The remains of what could be the last known ship to bring slaves from Africa to America is believed to have been discovered in the Mobile Delta. This discovery could be one of the most significant historic finds along the Gulf Coast in many years.
News 5’s Bill Riales spoke with the man who found the ship, Ben Raines, an environmental and investigative reporter who believes this is the resting place of the Clotilda.
While waiting for the find to be verified, Raines says he definitely believes it is the Clotilda.
“It’s circumstantial at this point, we won’t know anything concrete until they dig in, literally dig it up,” says Raines.

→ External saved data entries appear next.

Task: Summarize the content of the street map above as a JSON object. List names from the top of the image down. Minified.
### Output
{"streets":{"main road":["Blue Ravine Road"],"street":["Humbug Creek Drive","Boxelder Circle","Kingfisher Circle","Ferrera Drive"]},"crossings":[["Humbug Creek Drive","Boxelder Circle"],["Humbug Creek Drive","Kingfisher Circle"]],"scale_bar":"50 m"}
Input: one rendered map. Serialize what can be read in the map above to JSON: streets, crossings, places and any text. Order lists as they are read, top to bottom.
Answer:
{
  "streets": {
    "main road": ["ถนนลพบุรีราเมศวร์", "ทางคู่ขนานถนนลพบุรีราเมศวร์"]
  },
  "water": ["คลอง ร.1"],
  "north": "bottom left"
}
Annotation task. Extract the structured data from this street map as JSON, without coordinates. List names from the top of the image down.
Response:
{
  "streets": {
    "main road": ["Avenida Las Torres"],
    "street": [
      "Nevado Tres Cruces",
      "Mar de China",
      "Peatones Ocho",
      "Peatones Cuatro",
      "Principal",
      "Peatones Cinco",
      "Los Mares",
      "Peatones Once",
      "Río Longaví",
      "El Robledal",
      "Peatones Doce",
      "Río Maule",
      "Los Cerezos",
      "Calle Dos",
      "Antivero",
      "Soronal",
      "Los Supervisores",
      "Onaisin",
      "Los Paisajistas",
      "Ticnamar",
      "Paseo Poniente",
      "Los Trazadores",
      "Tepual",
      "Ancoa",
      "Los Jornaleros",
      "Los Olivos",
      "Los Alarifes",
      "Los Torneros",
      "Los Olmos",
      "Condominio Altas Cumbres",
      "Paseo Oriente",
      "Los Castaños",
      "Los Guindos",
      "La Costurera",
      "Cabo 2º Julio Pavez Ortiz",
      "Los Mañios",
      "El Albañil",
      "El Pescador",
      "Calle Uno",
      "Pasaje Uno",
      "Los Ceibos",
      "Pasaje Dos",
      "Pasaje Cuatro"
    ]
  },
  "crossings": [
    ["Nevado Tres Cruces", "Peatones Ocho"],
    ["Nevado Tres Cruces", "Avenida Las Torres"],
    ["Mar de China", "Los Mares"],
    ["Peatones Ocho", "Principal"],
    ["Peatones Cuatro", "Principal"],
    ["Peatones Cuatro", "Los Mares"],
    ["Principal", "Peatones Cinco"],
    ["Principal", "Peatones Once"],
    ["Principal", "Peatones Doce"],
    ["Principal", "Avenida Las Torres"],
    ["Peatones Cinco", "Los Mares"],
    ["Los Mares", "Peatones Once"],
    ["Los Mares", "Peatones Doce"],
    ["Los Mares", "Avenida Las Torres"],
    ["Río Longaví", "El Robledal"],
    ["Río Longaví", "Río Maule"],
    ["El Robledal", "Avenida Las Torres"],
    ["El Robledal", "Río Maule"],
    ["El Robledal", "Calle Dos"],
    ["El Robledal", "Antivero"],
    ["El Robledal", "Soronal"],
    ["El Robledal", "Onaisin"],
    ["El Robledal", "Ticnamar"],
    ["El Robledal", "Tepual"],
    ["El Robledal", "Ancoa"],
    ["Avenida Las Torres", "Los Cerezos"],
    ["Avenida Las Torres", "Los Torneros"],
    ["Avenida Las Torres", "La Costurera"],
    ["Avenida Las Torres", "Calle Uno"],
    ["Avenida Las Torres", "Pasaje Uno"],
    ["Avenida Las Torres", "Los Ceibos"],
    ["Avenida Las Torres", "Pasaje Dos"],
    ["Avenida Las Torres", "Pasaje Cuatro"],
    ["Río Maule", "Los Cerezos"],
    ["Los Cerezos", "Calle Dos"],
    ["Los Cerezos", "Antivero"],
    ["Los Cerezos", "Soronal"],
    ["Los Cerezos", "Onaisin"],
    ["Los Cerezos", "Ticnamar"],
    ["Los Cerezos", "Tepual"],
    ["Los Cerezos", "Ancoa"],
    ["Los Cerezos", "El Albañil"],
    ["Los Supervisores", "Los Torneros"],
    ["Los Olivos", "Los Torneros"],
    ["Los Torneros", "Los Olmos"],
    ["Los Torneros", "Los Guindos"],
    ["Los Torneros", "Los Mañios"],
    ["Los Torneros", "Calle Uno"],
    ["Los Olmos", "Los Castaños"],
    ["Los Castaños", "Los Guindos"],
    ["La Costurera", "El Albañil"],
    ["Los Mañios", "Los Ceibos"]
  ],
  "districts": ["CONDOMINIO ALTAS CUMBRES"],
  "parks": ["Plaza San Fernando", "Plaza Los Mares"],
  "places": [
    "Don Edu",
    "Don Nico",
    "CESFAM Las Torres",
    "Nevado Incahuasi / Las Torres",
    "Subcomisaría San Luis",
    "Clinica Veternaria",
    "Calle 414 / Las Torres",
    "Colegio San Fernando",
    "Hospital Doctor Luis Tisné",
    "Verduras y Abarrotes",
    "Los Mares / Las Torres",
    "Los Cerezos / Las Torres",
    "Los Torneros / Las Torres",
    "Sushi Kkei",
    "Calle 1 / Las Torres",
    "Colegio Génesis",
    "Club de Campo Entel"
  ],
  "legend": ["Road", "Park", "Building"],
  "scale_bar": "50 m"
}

In a story for AL.com, Raines said he took a shipwright and two archeologists to the site he discovered about two weeks ago, when a cold north wind brought an extremely low tide, exposing the wood and metal indicative of the mid-1850’s, the year when the Clotilda was made.
Raines believes there may be much more of the ship preserved in the mud.
“You might still have all the inner construction down there which would include the pens where they had the captives, manacles–casks of different supplies.”

The Clotilda arrived in Mobile in 1860 with as many as 160 slaves aboard. But federal authorities caught wind of the illegal venture. The captain offloaded his cargo onto a riverboat and set the Clotilda ablaze and adrift.
The Africans went into slavery in various locations, but after the Civil War, they were freed. A group asked one Mobile landowner, Timothy Meaher, for some land. That group settled then settled in what they called “Africatown.”
“What I hope is finding the ship, if this is it, gives people a reason one to investigate a little more, to pay attention to Africatown,” Raines says.
Raines hopes archeology work on the ship can begin soon.